En principe, et pour éviter les abus, tout système dérogeant aux règles générales qui régissent la sécurité sociale est strictement défini et doit faire l’objet d’un agrément (cf. gardiennes encadrées) ou d’un contrôle (cf. travail occasionnel, travail étudiant,…) spécifique. Cela n’est toutefois pas le cas de l’article 1bis qui permet pourtant de s’ouvrir des droits identiques à ceux des travailleurs salariés alors même qu’il n’existe pas de contrat de travail. En l’absence de garde-fous et de contrôles (« quelle est la définition d’une prestation artistique » ?), certains opérateurs se sont engouffrés dans la brèche. De bonne foi ou non, un nombre important de prestations ont ainsi été déclarées à l’ONSS dans le cadre de l’article 1bis sans répondre pour autant à la condition d’être de « nature artistique ». Des artisans, techniciens, journalistes, traducteurs, guides de musée, professeurs de danse, de langue, etc. sont ainsi entrés dans le système. En outre, comme un contrat conclu sous 1bis est moins cher et moins contraignant car il ne doit répondre ni aux conditions de rémunération minimum ni au droit du travail (cf. temps de travail), au fil du temps, de plus en plus d’artistes se sont vu imposer ce type de contrat. Certains l’ont aussi choisi par facilité ou pour des raisons financières ; régime des déductions de frais, nécessité de monter un projet artistique à tout prix, … Comme en témoigne l’interview de Janine Godinas dans le supplément Victoire du 18 février 2012 : « On s’est battu à l’époque avec le syndicat pour qu’on nous paie nos répétitions, […] Aujourd’hui tout cela est remis en cause, il y a du théâtre qui se fait presque gratuitement. »
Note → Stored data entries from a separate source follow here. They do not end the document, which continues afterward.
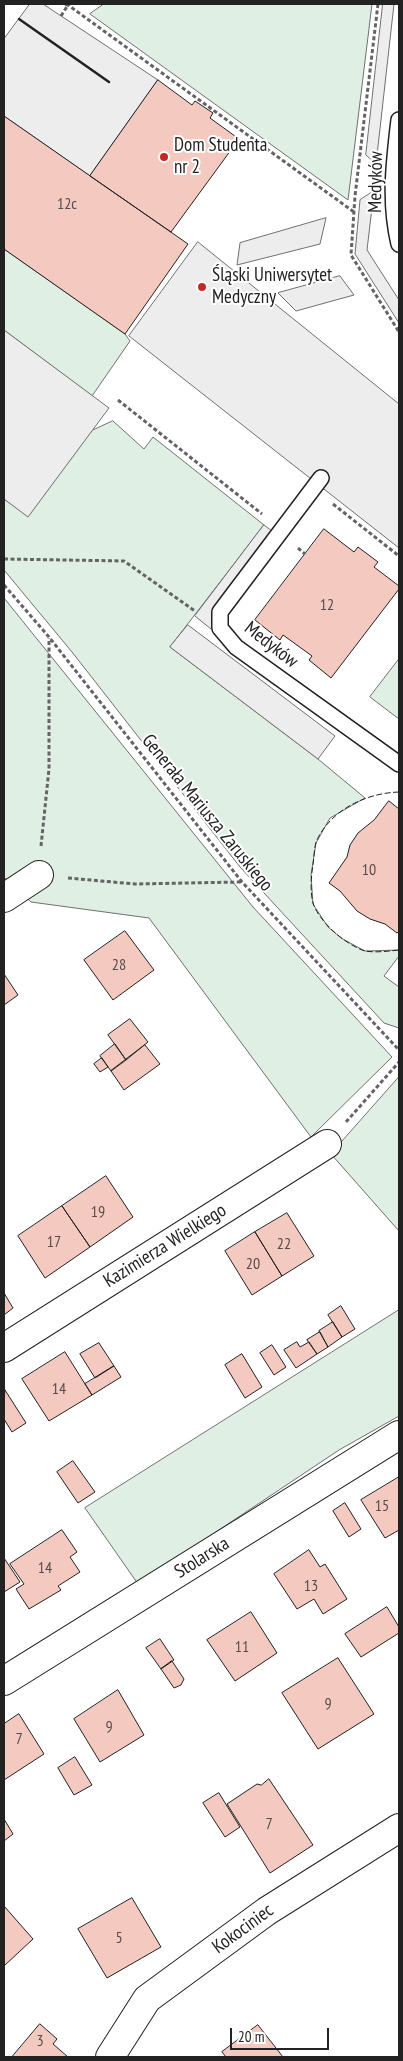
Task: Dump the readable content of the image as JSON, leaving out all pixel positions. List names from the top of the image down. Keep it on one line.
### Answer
{"streets":{"street":["Kazimierza Wielkiego","Stolarska","Kokociniec"],"lane":["Medyków"],"path":["Generała Mariusza Zaruskiego"]},"places":["Dom Studenta nr 2","Śląski Uniwersytet Medyczny"],"house_numbers":["12c","12","10","28","19","17","22","20","14","15","14","13","11","9","9","7","7","5","3"],"scale_bar":"20 m"}
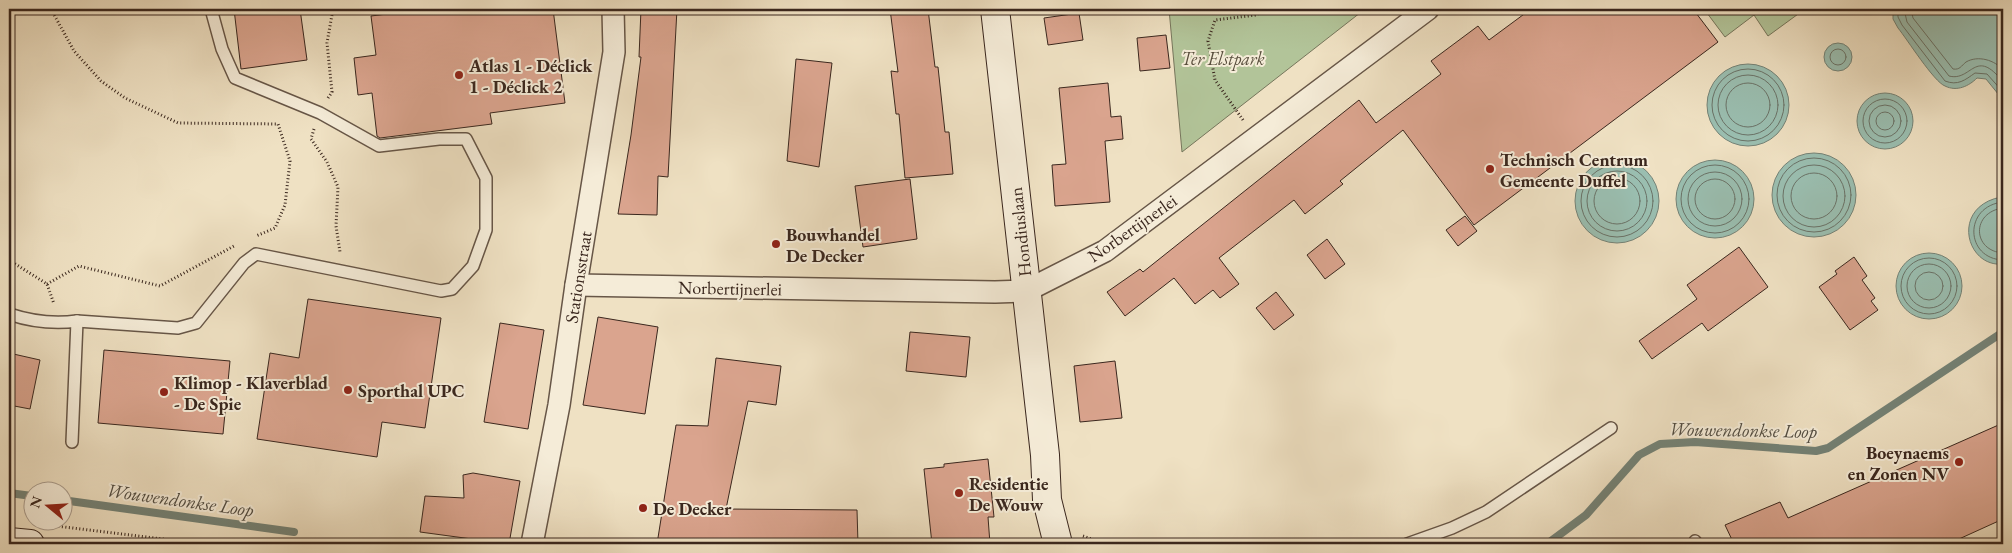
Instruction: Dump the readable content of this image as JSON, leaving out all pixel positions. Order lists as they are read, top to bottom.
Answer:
{
  "streets": {
    "street": ["Norbertijnerlei", "Hondiuslaan", "Stationsstraat"]
  },
  "crossings": [
    ["Norbertijnerlei", "Hondiuslaan"],
    ["Norbertijnerlei", "Stationsstraat"]
  ],
  "water": ["Wouwendonkse Loop"],
  "parks": ["Ter Elstpark"],
  "places": [
    "Atlas 1 - Déclick 1 - Déclick 2",
    "Technisch Centrum Gemeente Duffel",
    "Bouwhandel De Decker",
    "Sporthal UPC",
    "Klimop - Klaverblad - De Spie",
    "Boeynaems en Zonen NV",
    "Residentie De Wouw",
    "De Decker"
  ],
  "north": "left"
}
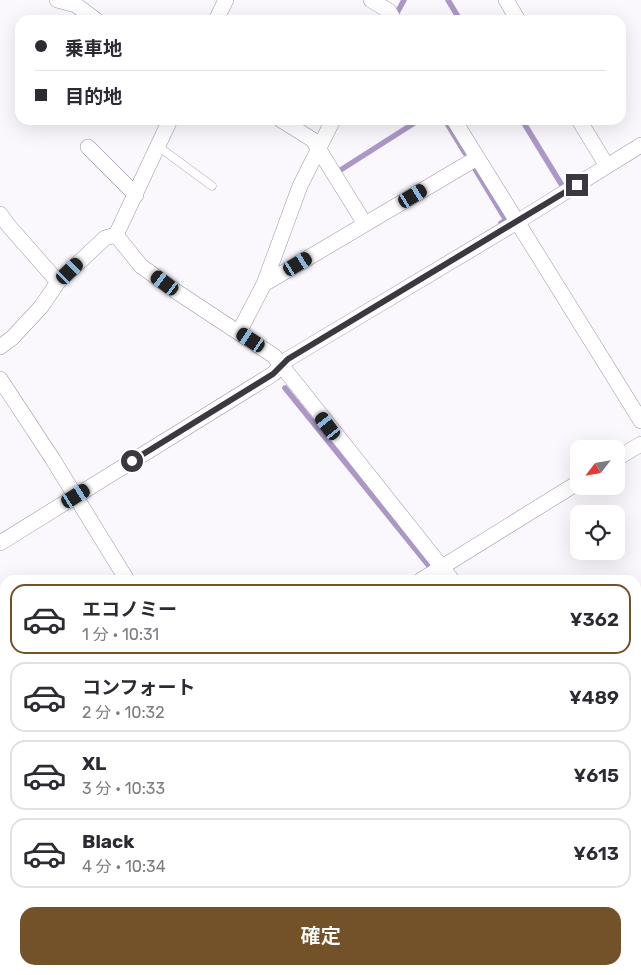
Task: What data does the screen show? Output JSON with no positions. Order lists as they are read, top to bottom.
{
  "north": "bottom left",
  "page": {
    "banner": ["乗車地", "目的地"],
    "list": [
      {
        "name": "エコノミー",
        "note": "1 分 · 10:31",
        "value": "¥362"
      },
      {
        "name": "コンフォート",
        "note": "2 分 · 10:32",
        "value": "¥489"
      },
      {
        "name": "XL",
        "note": "3 分 · 10:33",
        "value": "¥615"
      },
      {
        "name": "Black",
        "note": "4 分 · 10:34",
        "value": "¥613"
      }
    ],
    "buttons": "確定"
  }
}
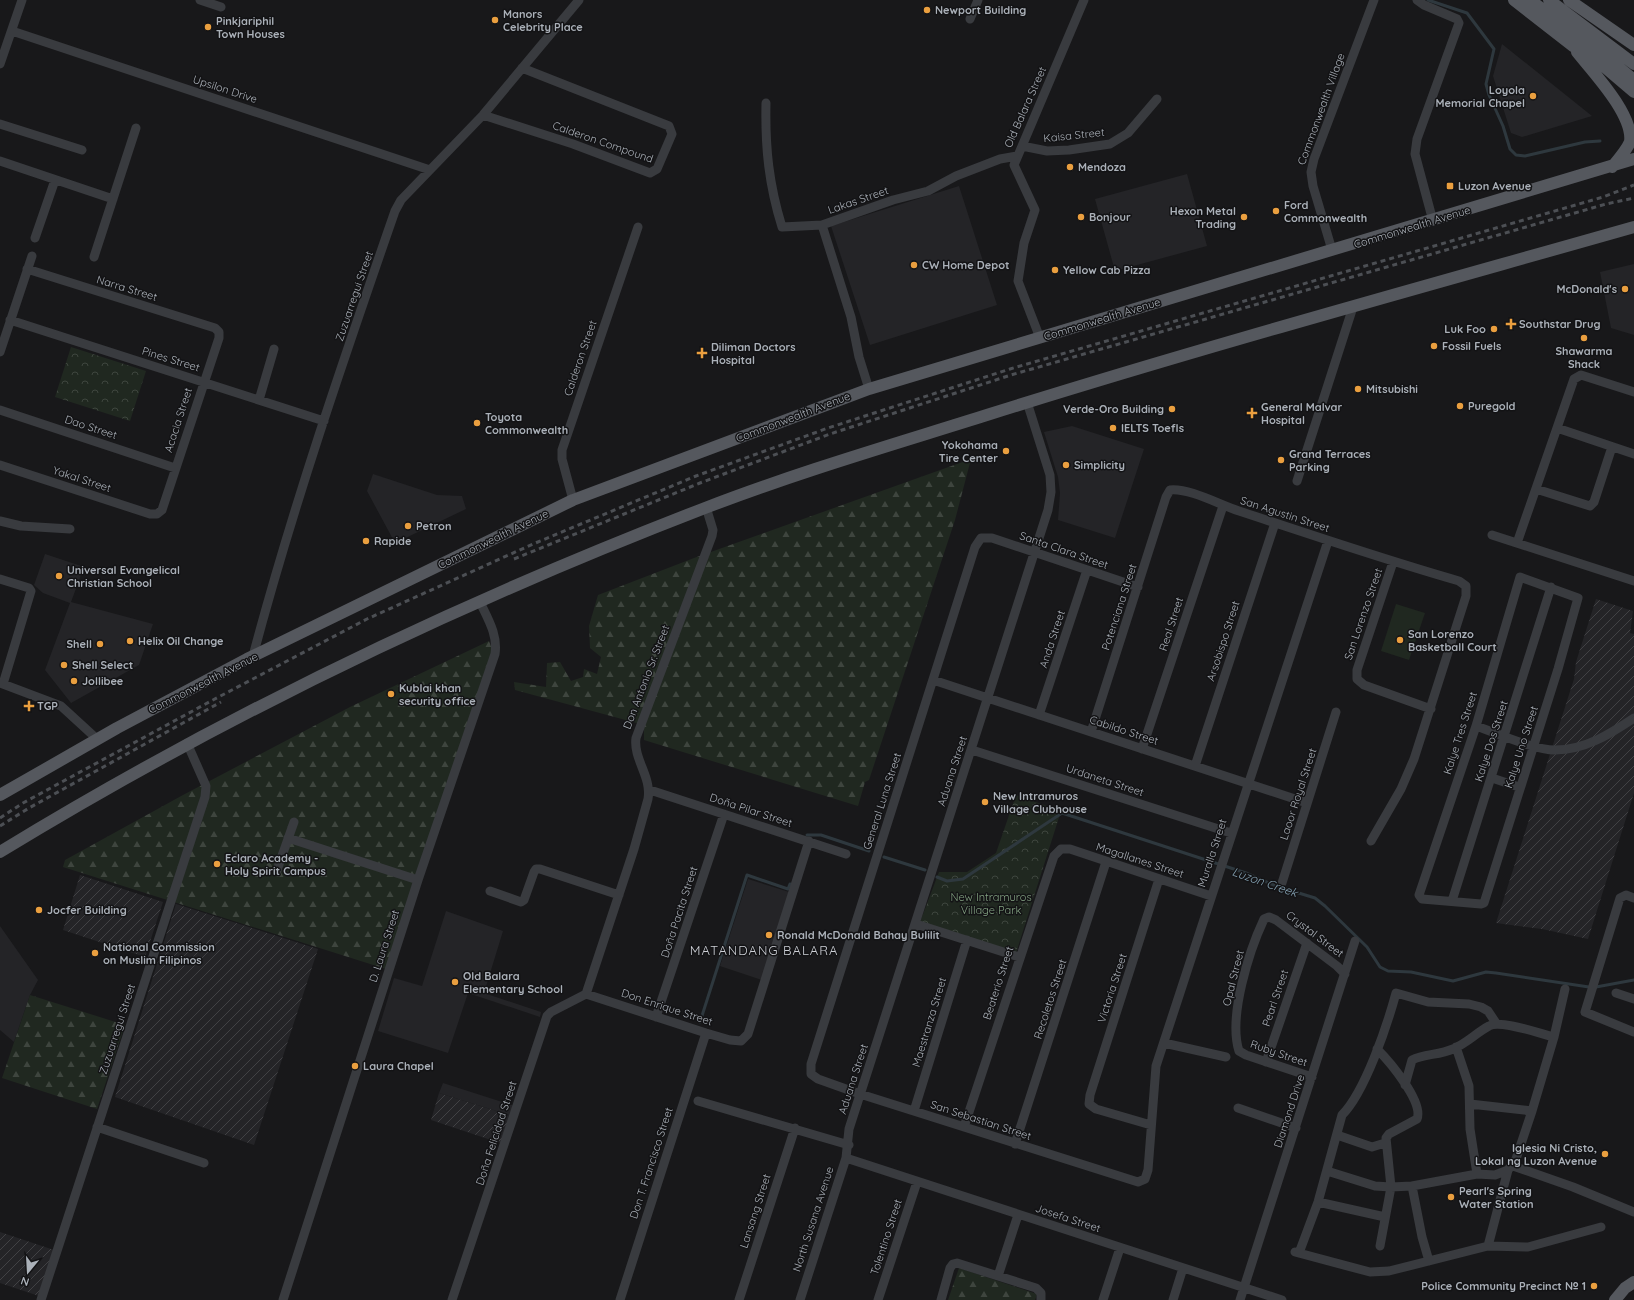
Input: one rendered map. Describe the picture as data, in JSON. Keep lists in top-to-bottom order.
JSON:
{
  "streets": {
    "main road": ["Commonwealth Avenue"],
    "street": [
      "Upsilon Drive",
      "Old Balara Street",
      "Commonwealth Village",
      "Kaisa Street",
      "Calderon Compound",
      "Lakas Street",
      "Narra Street",
      "Zuzuarregui Street",
      "Calderon Street",
      "Pines Street",
      "Acacia Street",
      "Dao Street",
      "Yakal Street",
      "San Agustin Street",
      "Santa Clara Street",
      "Potenciana Street",
      "San Lorenzo Street",
      "Real Street",
      "Anda Street",
      "Arsobispo Street",
      "Don Antonio Sr. Street",
      "Cabildo Street",
      "Kalye Tres Street",
      "Kalye Dos Street",
      "Kalye Uno Street",
      "Aduana Street",
      "Urdaneta Street",
      "Laoor Royal Street",
      "General Luna Street",
      "Doña Pilar Street",
      "Muralla Street",
      "Magallanes Street",
      "Doña Pacita Street",
      "Crystal Street",
      "D. Laura Street",
      "Opal Street",
      "Beaterio Street",
      "Victoria Street",
      "Pearl Street",
      "Recoletos Street",
      "Don Enrique Street",
      "Maestranza Street",
      "Ruby Street",
      "Diamond Drive",
      "San Sebastian Street",
      "Doña Felicidad Street",
      "Don T. Francisco Street",
      "Lansang Street",
      "Josefa Street",
      "North Susana Avenue",
      "Tolentino Street"
    ]
  },
  "crossings": [
    ["Upsilon Drive", "Zuzuarregui Street"],
    ["Old Balara Street", "Kaisa Street"],
    ["Old Balara Street", "Lakas Street"],
    ["Old Balara Street", "Commonwealth Avenue"],
    ["Commonwealth Village", "Commonwealth Avenue"],
    ["Calderon Compound", "Zuzuarregui Street"],
    ["Lakas Street", "Commonwealth Avenue"],
    ["Commonwealth Avenue", "Zuzuarregui Street"],
    ["Commonwealth Avenue", "Calderon Street"],
    ["Narra Street", "Acacia Street"],
    ["Zuzuarregui Street", "Pines Street"],
    ["Pines Street", "Acacia Street"],
    ["Acacia Street", "Dao Street"],
    ["Acacia Street", "Yakal Street"],
    ["San Agustin Street", "Potenciana Street"],
    ["San Agustin Street", "San Lorenzo Street"],
    ["San Agustin Street", "Real Street"],
    ["San Agustin Street", "Arsobispo Street"],
    ["San Agustin Street", "Muralla Street"],
    ["Santa Clara Street", "Potenciana Street"],
    ["Santa Clara Street", "Anda Street"],
    ["Santa Clara Street", "Aduana Street"],
    ["Santa Clara Street", "General Luna Street"],
    ["Potenciana Street", "Cabildo Street"],
    ["Real Street", "Cabildo Street"],
    ["Anda Street", "Cabildo Street"],
    ["Arsobispo Street", "Cabildo Street"],
    ["Don Antonio Sr. Street", "Doña Pilar Street"],
    ["Cabildo Street", "Aduana Street"],
    ["Cabildo Street", "Laoor Royal Street"],
    ["Cabildo Street", "General Luna Street"],
    ["Cabildo Street", "Muralla Street"],
    ["Kalye Tres Street", "Kalye Dos Street"],
    ["Kalye Tres Street", "Kalye Uno Street"],
    ["Kalye Dos Street", "Kalye Uno Street"],
    ["Aduana Street", "Urdaneta Street"],
    ["Aduana Street", "San Sebastian Street"],
    ["Aduana Street", "North Susana Avenue"],
    ["Urdaneta Street", "Muralla Street"],
    ["General Luna Street", "San Sebastian Street"],
    ["Doña Pilar Street", "Doña Pacita Street"],
    ["Doña Pilar Street", "Don Enrique Street"],
    ["Muralla Street", "Magallanes Street"],
    ["Muralla Street", "Victoria Street"],
    ["Muralla Street", "San Sebastian Street"],
    ["Magallanes Street", "Beaterio Street"],
    ["Magallanes Street", "Victoria Street"],
    ["Magallanes Street", "Recoletos Street"],
    ["Doña Pacita Street", "Don Enrique Street"],
    ["Crystal Street", "Opal Street"],
    ["Crystal Street", "Pearl Street"],
    ["Crystal Street", "Diamond Drive"],
    ["Opal Street", "Ruby Street"],
    ["Beaterio Street", "San Sebastian Street"],
    ["Pearl Street", "Ruby Street"],
    ["Recoletos Street", "San Sebastian Street"],
    ["Don Enrique Street", "Doña Felicidad Street"],
    ["Don Enrique Street", "Don T. Francisco Street"],
    ["Maestranza Street", "San Sebastian Street"],
    ["Ruby Street", "Diamond Drive"],
    ["Diamond Drive", "Josefa Street"],
    ["Josefa Street", "North Susana Avenue"],
    ["Josefa Street", "Tolentino Street"]
  ],
  "districts": ["MATANDANG BALARA"],
  "water": ["Luzon Creek"],
  "parks": ["New Intramuros Village Park"],
  "places": {
    "other": [
      "Newport Building",
      "Manors Celebrity Place",
      "Pinkjariphil Town Houses",
      "Loyola Memorial Chapel",
      "Mendoza",
      "Ford Commonwealth",
      "Bonjour",
      "Hexon Metal Trading",
      "CW Home Depot",
      "Yellow Cab Pizza",
      "McDonald's",
      "Luk Foo",
      "Shawarma Shack",
      "Fossil Fuels",
      "Mitsubishi",
      "Puregold",
      "Verde-Oro Building",
      "Toyota Commonwealth",
      "IELTS Toefls",
      "Yokohama Tire Center",
      "Grand Terraces Parking",
      "Simplicity",
      "Petron",
      "Rapide",
      "Universal Evangelical Christian School",
      "San Lorenzo Basketball Court",
      "Helix Oil Change",
      "Shell",
      "Shell Select",
      "Jollibee",
      "Kublai khan security office",
      "New Intramuros Village Clubhouse",
      "Eclaro Academy - Holy Spirit Campus",
      "Jocfer Building",
      "Ronald McDonald Bahay Bulilit",
      "National Commission on Muslim Filipinos",
      "Old Balara Elementary School",
      "Laura Chapel",
      "Iglesia Ni Cristo, Lokal ng Luzon Avenue",
      "Pearl's Spring Water Station",
      "Police Community Precinct № 1"
    ],
    "transit": ["Luzon Avenue"],
    "health": [
      "Southstar Drug",
      "Diliman Doctors Hospital",
      "General Malvar Hospital",
      "TGP"
    ]
  },
  "north": "bottom"
}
Ainsi donc, l’article 1bis, clé de voûte de la réforme de 2002, a eu comme conséquence non seulement de précariser le secteur artistique mais aussi certains travailleurs du secteur socioculturel, de la formation ou de la communication qui auraient dû se voir offrir un contrat de travail légitimement rémunéré. Il a aussi ouvert la voie à une forme de « portage salarial » ou de faux salariat à des travailleurs qui auraient légitimement dû se trouver sous statut d’indépendant.
Dernièrement, ces pratiques abusives ont entraîné deux réactions virulentes dont l’une s’est révélée particulièrement dommageable. La première, émanant des BSA, consiste à réclamer la suppression pure et simple de l’article 1bis. Ils jugent, en effet, les pratiques citées ci-dessus comme particulièrement déloyales. La seconde, venant de l’ONEm qui, depuis l’automne dernier, a décidé d’appliquer plus strictement ses circulaires relatives au statut spécifique de l’artiste.
Un régime de chômage favorable mais peu cohérent
Au niveau du chômage, il existe une réglementation spécifique réservée aux artistes. Elle ne concerne toutefois que les artistes travaillant dans le domaine du spectacle et donc pas les artistes créateurs au sens strict. Ce qui est peu logique au regard du champ d’application de l’article 1bis.
La dérogation la plus connue est la règle dite « du cachet » qui module les conditions d’accès. Elle transforme la règle générale selon laquelle un certain nombre de jours de travail est nécessaire pour s’ouvrir des droits à des allocations de chômage (cf. 312 au cours des 18 derniers mois). Celle-ci est remplacée par la tolérance d’un nombre de jours fictifs. On divise alors la rémunération gagnée sur une période de 18 mois par un salaire journalier de référence.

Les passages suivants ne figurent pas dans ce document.